Each entry is to be given again word for word; images are dropped.

**Saved entries:**
+---+

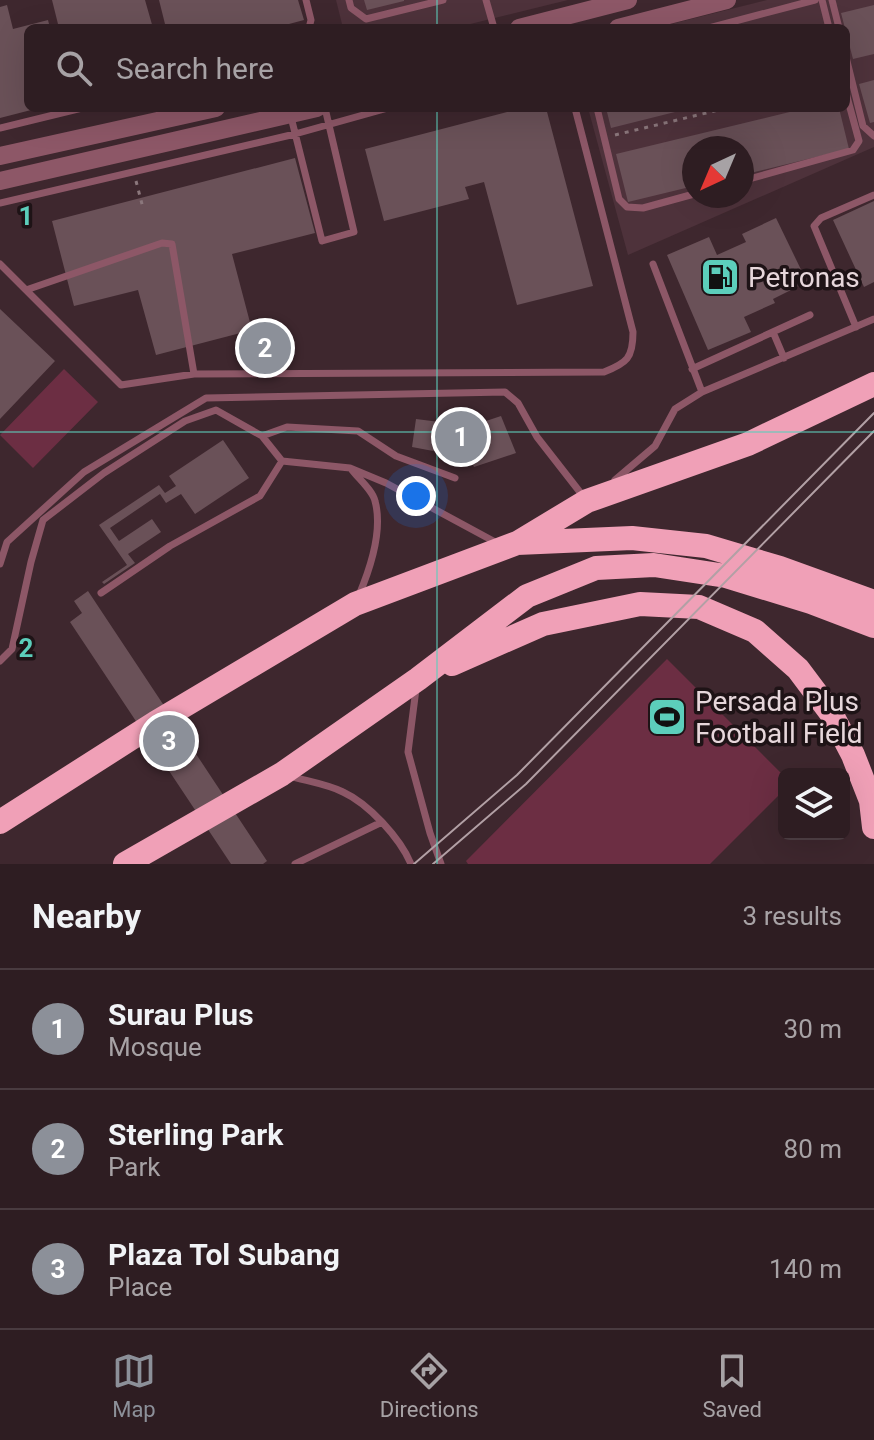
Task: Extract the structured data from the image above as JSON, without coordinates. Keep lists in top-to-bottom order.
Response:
{
  "places": {
    "fuel station": ["Petronas"],
    "sports": ["Persada Plus Football Field"]
  },
  "north": "bottom left",
  "page": {
    "search": "Search here",
    "pins": ["2", "1", "3"],
    "heading": ["Nearby", "3 results"],
    "list": [
      {
        "mark": "1",
        "name": "Surau Plus",
        "note": "Mosque",
        "value": "30 m"
      },
      {
        "mark": "2",
        "name": "Sterling Park",
        "note": "Park",
        "value": "80 m"
      },
      {
        "mark": "3",
        "name": "Plaza Tol Subang",
        "note": "Place",
        "value": "140 m"
      }
    ],
    "nav": ["Map", "Directions", "Saved"]
  },
  "grid": {
    "rows": ["1", "2"]
  }
}
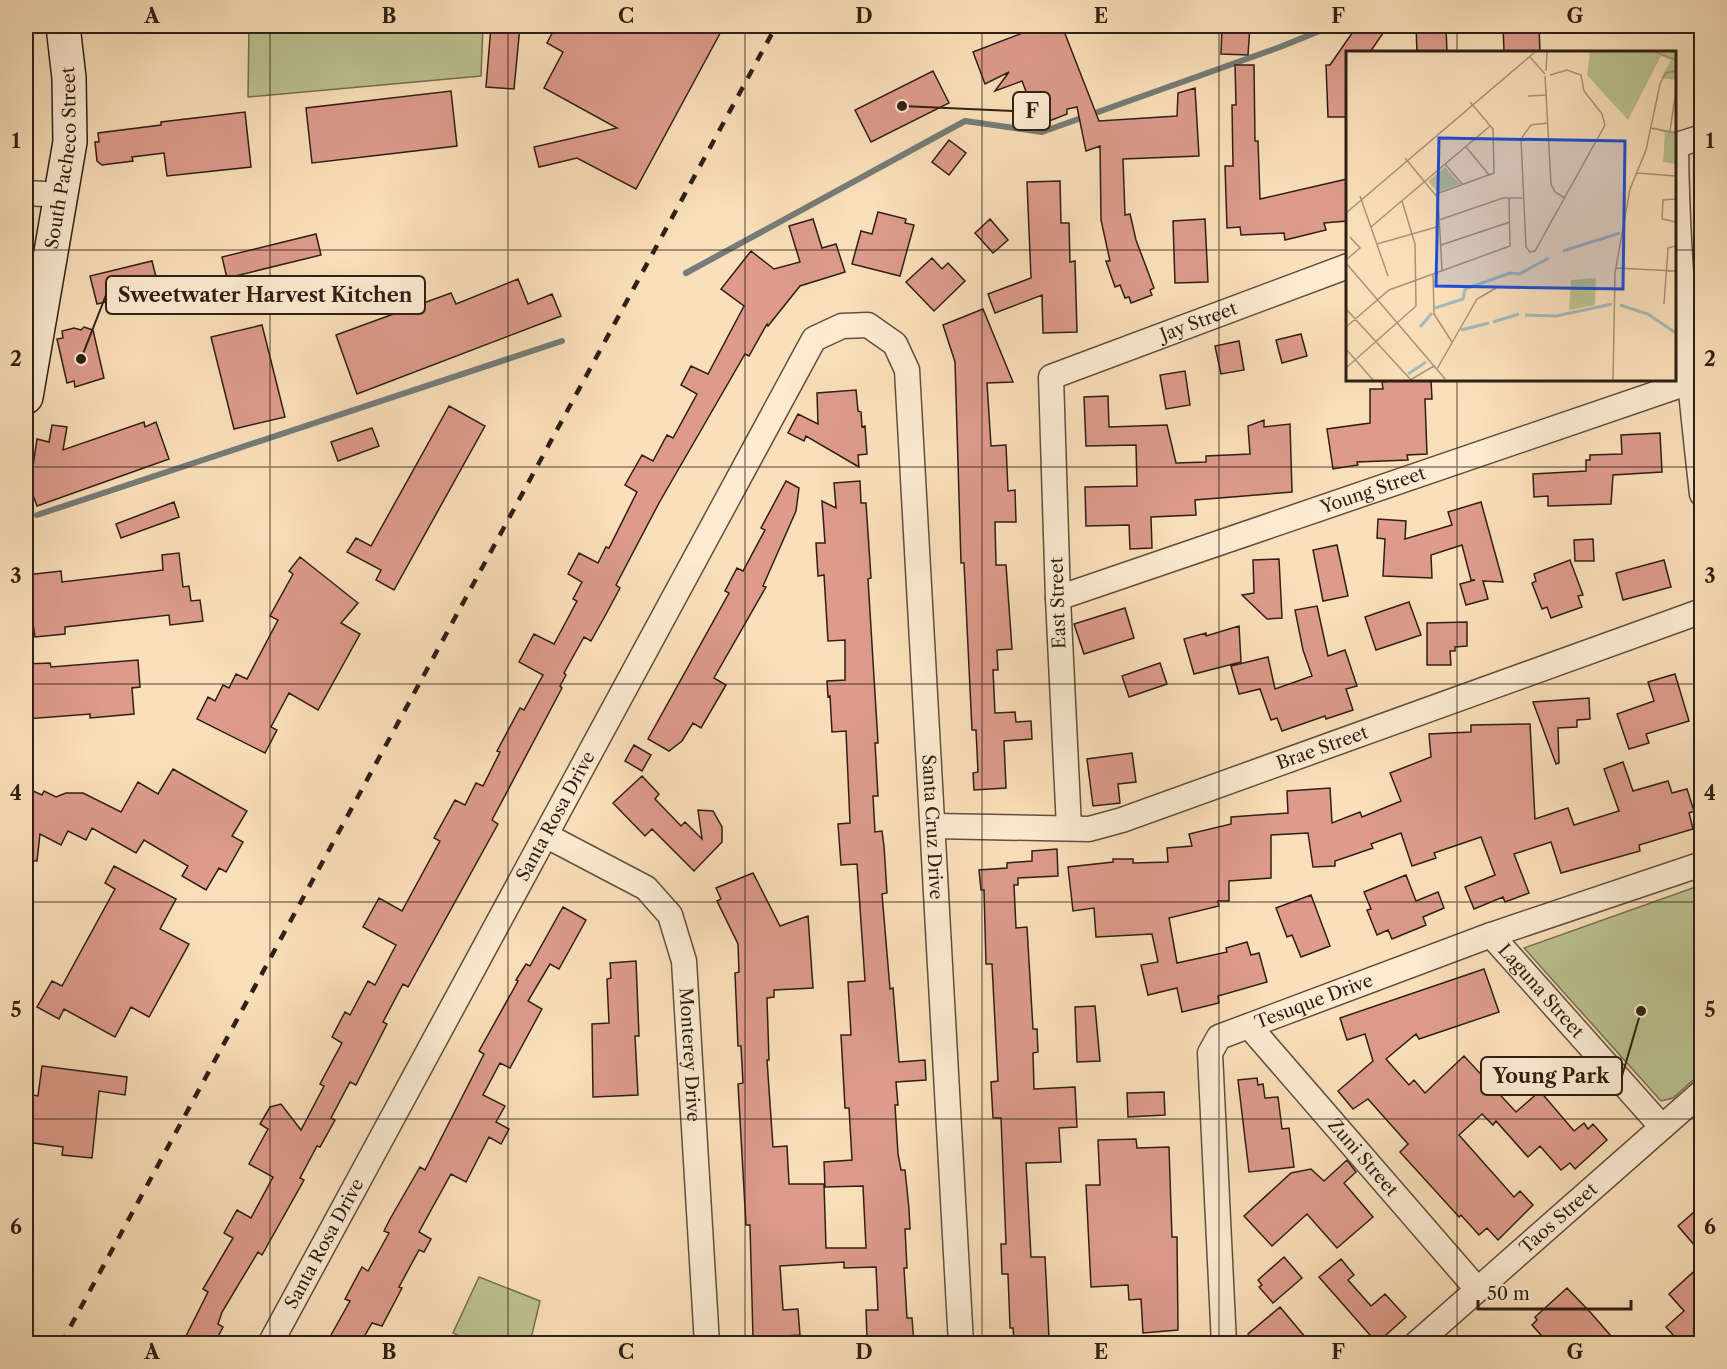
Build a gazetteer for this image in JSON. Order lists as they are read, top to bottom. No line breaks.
{"streets":{"street":["South Pacheco Street","Jay Street","Young Street","East Street","Brae Street","Santa Rosa Drive","Santa Cruz Drive","Laguna Street","Tesuque Drive","Monterey Drive","Zuni Street","Taos Street"]},"crossings":[["Jay Street","East Street"],["Young Street","East Street"],["East Street","Brae Street"],["Brae Street","Santa Cruz Drive"],["Santa Rosa Drive","Santa Cruz Drive"],["Santa Rosa Drive","Monterey Drive"],["Laguna Street","Tesuque Drive"],["Laguna Street","Taos Street"],["Tesuque Drive","Zuni Street"],["Zuni Street","Taos Street"]],"places":["F","Sweetwater Harvest Kitchen","Young Park"],"scale_bar":"50 m","grid":{"columns":["A","B","C","D","E","F","G"],"rows":["1","2","3","4","5","6"]}}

+---+

**EXERCISE SOLUTION:**
Task: Extract the structured data from the image above as JSON, without coordinates. Keep lists in top-to-bottom order.
Response:
{
  "places": {
    "fuel station": ["Petronas"],
    "sports": ["Persada Plus Football Field"]
  },
  "north": "bottom left",
  "page": {
    "search": "Search here",
    "pins": ["2", "1", "3"],
    "heading": ["Nearby", "3 results"],
    "list": [
      {
        "mark": "1",
        "name": "Surau Plus",
        "note": "Mosque",
        "value": "30 m"
      },
      {
        "mark": "2",
        "name": "Sterling Park",
        "note": "Park",
        "value": "80 m"
      },
      {
        "mark": "3",
        "name": "Plaza Tol Subang",
        "note": "Place",
        "value": "140 m"
      }
    ],
    "nav": ["Map", "Directions", "Saved"]
  },
  "grid": {
    "rows": ["1", "2"]
  }
}
Build a gazetteer for this image in JSON. Order lists as they are read, top to bottom. No line breaks.
{"streets":{"street":["South Pacheco Street","Jay Street","Young Street","East Street","Brae Street","Santa Rosa Drive","Santa Cruz Drive","Laguna Street","Tesuque Drive","Monterey Drive","Zuni Street","Taos Street"]},"crossings":[["Jay Street","East Street"],["Young Street","East Street"],["East Street","Brae Street"],["Brae Street","Santa Cruz Drive"],["Santa Rosa Drive","Santa Cruz Drive"],["Santa Rosa Drive","Monterey Drive"],["Laguna Street","Tesuque Drive"],["Laguna Street","Taos Street"],["Tesuque Drive","Zuni Street"],["Zuni Street","Taos Street"]],"places":["F","Sweetwater Harvest Kitchen","Young Park"],"scale_bar":"50 m","grid":{"columns":["A","B","C","D","E","F","G"],"rows":["1","2","3","4","5","6"]}}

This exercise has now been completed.